What the task asks: Once the line holding "function trace(path, color, width, dash)" is found in the listing below, write it out and each later line exactly, up to and including the one holding "c.lineWidth = 7;".
┏━━
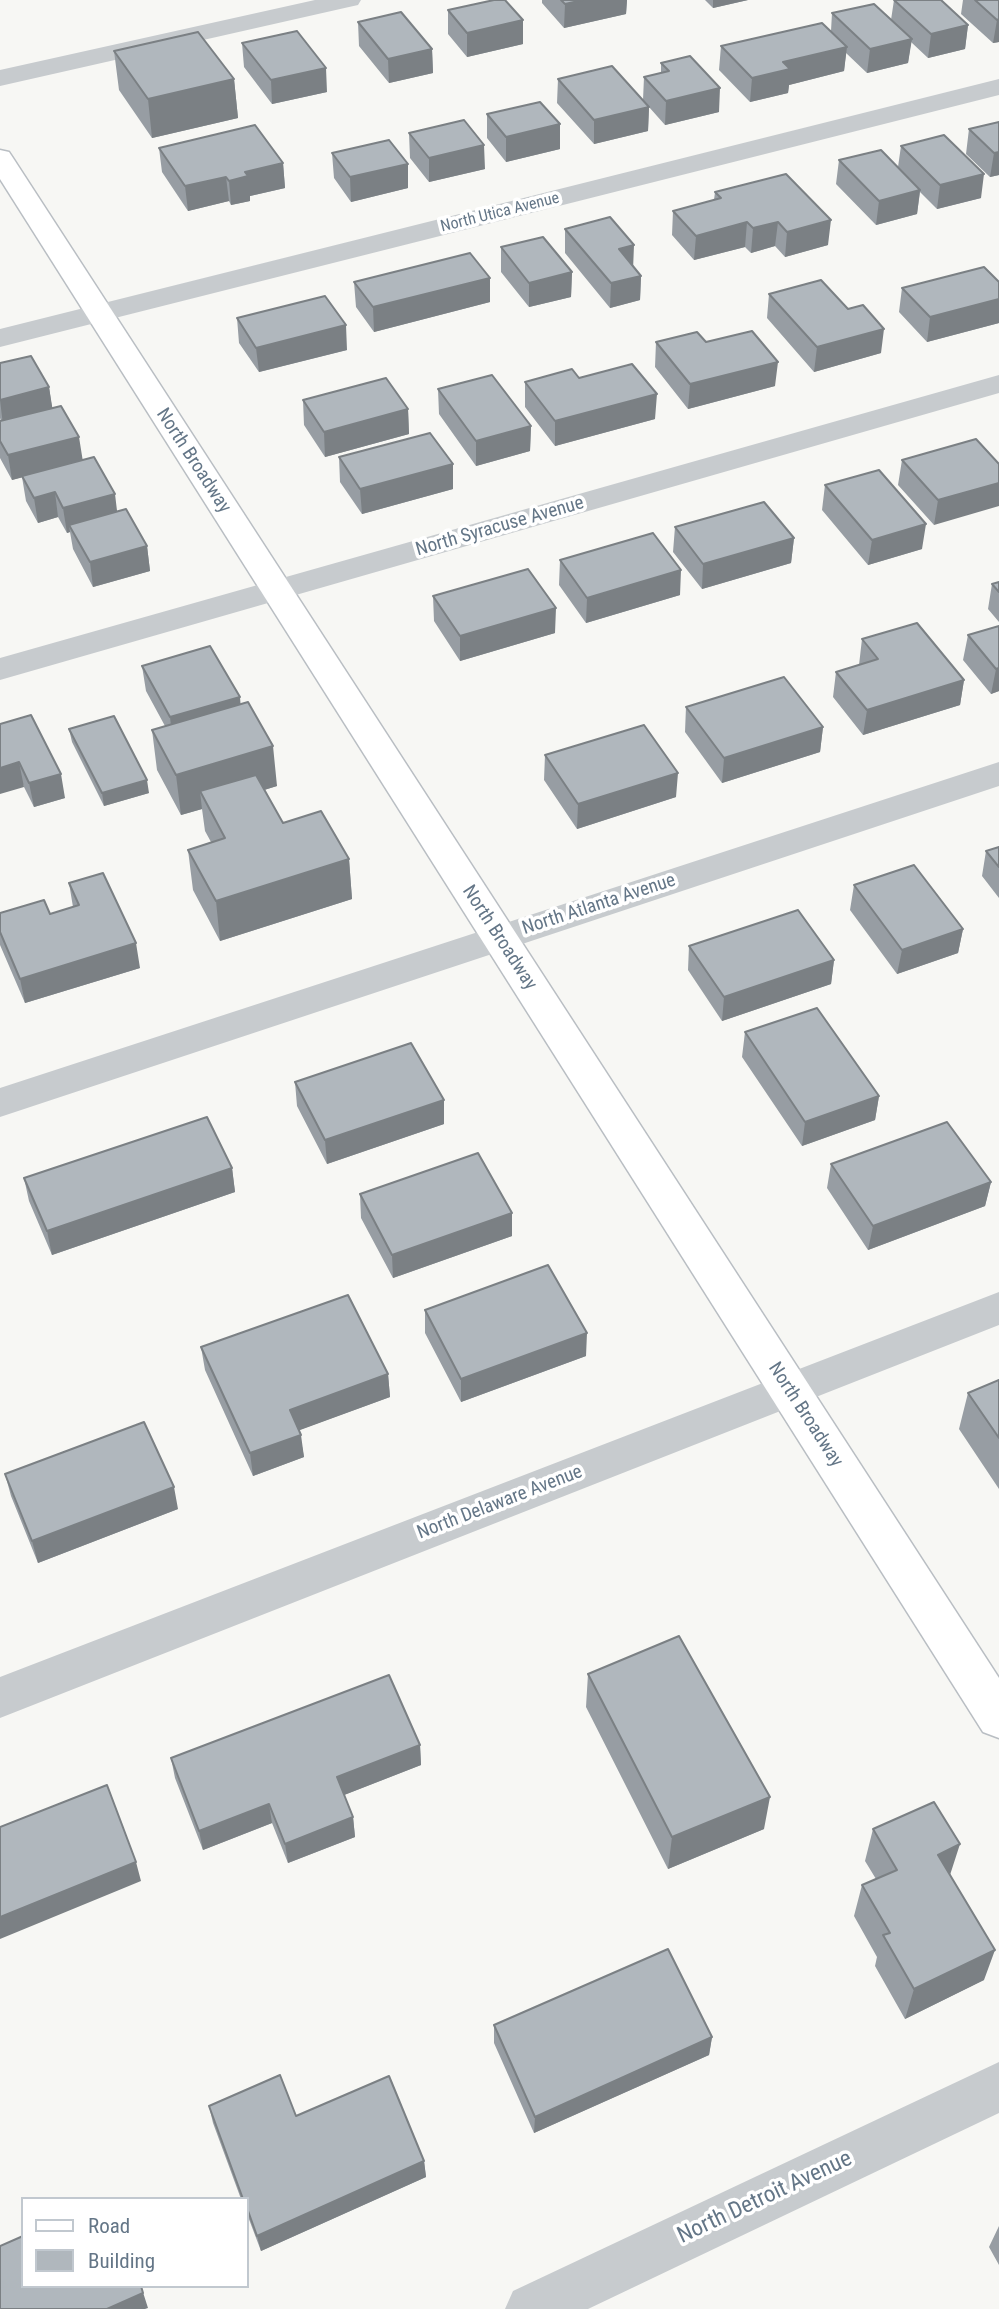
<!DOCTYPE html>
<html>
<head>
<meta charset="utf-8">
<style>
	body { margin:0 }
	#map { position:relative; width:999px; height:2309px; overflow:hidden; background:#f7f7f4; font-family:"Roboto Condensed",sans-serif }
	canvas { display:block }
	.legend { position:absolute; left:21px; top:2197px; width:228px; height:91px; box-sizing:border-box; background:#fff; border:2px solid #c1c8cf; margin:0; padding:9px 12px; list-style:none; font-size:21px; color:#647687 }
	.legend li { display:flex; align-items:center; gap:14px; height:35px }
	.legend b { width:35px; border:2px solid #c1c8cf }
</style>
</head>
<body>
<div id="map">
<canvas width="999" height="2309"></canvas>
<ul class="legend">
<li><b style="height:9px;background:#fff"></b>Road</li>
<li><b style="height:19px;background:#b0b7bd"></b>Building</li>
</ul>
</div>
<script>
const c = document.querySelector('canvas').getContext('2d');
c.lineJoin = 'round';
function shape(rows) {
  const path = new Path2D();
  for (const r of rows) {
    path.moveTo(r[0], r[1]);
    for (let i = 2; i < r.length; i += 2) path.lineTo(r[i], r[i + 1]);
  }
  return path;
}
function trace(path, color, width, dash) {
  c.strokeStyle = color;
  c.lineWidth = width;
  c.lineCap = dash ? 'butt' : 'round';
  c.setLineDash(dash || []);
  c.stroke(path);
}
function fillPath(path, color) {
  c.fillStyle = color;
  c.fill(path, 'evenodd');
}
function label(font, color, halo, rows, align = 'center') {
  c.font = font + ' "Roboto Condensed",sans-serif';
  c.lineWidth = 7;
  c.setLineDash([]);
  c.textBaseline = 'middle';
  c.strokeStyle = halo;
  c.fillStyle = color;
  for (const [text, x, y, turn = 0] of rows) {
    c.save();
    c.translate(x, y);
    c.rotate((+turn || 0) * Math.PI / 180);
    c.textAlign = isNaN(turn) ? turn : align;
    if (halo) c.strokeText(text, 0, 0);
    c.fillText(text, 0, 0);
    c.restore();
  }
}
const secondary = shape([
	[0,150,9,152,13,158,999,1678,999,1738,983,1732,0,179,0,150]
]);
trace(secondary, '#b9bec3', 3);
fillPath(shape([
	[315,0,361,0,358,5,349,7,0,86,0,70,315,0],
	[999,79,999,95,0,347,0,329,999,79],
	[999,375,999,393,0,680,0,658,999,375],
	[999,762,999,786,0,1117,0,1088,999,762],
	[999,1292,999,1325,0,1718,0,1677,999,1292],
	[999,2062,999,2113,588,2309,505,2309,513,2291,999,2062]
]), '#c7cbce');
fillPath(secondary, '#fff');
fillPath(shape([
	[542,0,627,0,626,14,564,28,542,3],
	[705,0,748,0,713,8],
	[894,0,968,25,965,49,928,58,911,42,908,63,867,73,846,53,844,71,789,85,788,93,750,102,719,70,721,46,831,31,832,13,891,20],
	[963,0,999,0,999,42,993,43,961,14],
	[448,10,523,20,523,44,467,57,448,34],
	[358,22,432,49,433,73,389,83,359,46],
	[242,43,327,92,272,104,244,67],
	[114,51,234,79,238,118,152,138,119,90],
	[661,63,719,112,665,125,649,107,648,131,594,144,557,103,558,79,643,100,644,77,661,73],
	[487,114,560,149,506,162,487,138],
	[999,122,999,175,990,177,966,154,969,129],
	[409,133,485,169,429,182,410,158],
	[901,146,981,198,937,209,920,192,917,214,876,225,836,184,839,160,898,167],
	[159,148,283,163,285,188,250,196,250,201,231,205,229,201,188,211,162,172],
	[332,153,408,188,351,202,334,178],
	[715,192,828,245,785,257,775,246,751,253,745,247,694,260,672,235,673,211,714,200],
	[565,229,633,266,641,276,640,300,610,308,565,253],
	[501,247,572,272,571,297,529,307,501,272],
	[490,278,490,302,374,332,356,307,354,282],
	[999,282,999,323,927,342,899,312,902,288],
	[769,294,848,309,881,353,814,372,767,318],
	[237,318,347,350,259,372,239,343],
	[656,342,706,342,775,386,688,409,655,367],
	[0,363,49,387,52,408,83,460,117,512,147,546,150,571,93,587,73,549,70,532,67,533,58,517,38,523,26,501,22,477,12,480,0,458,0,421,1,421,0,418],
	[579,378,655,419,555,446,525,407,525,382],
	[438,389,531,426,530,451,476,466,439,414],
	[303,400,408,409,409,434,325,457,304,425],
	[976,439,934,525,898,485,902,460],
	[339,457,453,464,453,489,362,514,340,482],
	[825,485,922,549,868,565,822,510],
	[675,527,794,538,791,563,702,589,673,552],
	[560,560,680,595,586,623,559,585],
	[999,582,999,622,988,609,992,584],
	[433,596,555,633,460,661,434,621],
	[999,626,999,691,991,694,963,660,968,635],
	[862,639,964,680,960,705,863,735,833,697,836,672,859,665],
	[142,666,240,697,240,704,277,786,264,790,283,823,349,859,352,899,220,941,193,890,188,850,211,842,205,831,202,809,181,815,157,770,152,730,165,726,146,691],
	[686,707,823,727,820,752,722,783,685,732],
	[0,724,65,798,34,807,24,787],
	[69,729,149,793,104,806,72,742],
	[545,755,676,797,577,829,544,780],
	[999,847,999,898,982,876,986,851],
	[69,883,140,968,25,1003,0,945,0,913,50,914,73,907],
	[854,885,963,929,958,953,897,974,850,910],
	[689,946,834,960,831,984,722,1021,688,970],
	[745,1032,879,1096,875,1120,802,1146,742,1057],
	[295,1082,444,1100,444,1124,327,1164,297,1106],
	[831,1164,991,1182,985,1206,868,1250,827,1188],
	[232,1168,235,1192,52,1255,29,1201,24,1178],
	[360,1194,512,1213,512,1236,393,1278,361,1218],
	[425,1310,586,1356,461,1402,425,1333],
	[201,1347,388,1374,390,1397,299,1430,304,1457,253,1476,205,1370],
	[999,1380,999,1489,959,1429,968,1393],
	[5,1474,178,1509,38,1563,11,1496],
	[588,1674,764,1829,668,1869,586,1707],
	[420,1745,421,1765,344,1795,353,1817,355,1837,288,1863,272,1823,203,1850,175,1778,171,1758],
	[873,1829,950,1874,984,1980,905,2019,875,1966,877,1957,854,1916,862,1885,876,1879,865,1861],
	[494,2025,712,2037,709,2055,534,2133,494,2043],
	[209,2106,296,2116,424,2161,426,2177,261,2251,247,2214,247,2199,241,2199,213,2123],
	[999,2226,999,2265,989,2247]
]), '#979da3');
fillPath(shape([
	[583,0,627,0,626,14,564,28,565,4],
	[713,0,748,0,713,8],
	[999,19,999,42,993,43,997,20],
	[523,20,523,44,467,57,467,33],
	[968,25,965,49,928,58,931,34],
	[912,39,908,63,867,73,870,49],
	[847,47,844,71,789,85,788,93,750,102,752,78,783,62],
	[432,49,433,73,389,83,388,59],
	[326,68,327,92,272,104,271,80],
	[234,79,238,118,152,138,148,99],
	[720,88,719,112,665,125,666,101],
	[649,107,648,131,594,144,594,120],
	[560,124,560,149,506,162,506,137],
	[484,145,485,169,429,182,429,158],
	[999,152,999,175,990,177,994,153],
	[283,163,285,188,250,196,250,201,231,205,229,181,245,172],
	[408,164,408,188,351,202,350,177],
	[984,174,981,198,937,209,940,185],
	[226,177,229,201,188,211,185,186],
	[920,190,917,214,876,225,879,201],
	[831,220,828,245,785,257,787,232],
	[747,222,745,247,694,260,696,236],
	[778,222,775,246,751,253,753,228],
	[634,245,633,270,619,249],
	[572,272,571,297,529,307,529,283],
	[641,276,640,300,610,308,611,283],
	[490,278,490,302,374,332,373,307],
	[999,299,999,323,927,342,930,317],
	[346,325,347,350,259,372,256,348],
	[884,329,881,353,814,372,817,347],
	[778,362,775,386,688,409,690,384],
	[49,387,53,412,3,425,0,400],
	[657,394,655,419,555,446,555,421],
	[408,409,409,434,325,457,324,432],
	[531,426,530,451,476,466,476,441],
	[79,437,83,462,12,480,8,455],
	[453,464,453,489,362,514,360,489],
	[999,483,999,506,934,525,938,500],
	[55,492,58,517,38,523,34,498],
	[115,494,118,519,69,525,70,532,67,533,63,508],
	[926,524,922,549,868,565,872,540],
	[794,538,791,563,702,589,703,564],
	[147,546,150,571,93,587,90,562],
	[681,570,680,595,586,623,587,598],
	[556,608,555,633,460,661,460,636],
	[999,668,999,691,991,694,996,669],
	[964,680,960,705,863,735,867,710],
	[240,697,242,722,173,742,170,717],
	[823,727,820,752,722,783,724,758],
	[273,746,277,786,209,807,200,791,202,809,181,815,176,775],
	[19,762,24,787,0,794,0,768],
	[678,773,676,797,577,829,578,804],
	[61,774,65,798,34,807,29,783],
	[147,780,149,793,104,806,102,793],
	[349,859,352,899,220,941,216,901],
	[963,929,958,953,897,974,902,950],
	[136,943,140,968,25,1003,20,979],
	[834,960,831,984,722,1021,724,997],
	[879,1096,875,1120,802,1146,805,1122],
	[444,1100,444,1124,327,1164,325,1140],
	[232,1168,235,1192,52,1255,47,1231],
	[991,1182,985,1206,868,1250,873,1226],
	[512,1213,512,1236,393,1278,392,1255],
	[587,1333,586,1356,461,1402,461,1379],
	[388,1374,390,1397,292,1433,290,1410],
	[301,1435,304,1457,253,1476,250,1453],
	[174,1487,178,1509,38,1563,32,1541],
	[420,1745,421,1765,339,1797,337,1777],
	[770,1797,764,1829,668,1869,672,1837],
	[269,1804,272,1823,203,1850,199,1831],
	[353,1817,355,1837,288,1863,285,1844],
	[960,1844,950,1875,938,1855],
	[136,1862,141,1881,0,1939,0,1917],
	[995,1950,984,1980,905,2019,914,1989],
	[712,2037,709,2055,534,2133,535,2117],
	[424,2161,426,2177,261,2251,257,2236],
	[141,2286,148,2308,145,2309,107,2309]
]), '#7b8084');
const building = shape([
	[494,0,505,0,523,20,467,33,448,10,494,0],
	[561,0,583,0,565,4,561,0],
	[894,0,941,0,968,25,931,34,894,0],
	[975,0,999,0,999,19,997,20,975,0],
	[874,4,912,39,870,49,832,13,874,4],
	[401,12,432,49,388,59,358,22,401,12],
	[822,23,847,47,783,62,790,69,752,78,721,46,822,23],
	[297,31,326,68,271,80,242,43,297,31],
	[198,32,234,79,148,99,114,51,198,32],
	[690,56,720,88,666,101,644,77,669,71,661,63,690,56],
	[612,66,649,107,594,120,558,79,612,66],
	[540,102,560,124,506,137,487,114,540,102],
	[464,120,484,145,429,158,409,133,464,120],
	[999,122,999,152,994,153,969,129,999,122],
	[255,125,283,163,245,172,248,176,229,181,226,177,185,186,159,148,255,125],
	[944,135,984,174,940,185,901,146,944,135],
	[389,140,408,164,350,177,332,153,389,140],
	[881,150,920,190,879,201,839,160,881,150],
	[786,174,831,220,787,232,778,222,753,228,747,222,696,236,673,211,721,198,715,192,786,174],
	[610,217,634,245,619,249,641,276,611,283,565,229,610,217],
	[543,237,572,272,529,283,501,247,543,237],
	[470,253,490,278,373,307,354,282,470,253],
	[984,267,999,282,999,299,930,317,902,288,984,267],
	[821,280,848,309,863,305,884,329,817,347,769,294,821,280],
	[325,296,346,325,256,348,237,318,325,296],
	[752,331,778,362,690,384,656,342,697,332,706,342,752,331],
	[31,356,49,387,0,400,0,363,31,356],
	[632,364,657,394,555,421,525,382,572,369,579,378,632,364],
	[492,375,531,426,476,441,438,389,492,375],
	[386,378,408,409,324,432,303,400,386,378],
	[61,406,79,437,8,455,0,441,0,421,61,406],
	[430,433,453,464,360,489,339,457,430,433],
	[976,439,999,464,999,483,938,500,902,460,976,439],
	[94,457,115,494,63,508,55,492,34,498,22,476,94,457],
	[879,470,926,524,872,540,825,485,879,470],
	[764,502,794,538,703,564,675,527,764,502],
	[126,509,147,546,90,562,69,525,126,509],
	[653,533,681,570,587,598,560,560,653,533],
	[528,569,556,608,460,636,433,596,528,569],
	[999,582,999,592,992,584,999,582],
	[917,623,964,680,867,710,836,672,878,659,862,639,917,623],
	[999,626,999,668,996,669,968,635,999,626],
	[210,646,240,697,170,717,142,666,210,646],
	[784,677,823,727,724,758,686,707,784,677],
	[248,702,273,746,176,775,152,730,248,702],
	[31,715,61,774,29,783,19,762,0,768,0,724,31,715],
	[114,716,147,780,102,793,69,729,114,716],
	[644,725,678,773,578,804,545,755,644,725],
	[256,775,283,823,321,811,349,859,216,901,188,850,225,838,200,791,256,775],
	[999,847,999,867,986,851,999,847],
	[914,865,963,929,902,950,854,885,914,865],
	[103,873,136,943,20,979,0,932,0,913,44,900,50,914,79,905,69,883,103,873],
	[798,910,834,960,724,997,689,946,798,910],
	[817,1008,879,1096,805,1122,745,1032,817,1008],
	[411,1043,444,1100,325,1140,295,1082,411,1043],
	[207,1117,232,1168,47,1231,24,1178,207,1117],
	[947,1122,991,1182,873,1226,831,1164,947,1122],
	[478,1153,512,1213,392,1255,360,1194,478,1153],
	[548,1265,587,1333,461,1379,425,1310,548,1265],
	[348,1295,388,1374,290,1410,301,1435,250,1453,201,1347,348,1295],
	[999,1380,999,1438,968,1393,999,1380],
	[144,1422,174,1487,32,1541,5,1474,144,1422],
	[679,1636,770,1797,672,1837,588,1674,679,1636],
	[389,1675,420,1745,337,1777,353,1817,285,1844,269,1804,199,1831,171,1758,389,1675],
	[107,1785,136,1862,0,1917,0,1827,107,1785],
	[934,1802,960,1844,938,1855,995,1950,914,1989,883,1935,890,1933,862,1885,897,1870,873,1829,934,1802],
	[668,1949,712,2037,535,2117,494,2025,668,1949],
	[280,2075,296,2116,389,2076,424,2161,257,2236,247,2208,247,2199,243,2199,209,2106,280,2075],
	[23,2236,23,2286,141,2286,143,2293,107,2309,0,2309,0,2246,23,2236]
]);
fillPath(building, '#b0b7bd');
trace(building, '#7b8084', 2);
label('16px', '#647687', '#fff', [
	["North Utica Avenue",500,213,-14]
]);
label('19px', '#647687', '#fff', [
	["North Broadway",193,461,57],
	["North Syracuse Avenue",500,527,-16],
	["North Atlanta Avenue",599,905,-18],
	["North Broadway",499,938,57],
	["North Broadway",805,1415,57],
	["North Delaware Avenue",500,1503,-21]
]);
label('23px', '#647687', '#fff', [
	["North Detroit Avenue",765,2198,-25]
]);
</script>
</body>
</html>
┗━━
Written response:
function trace(path, color, width, dash) {
  c.strokeStyle = color;
  c.lineWidth = width;
  c.lineCap = dash ? 'butt' : 'round';
  c.setLineDash(dash || []);
  c.stroke(path);
}
function fillPath(path, color) {
  c.fillStyle = color;
  c.fill(path, 'evenodd');
}
function label(font, color, halo, rows, align = 'center') {
  c.font = font + ' "Roboto Condensed",sans-serif';
  c.lineWidth = 7;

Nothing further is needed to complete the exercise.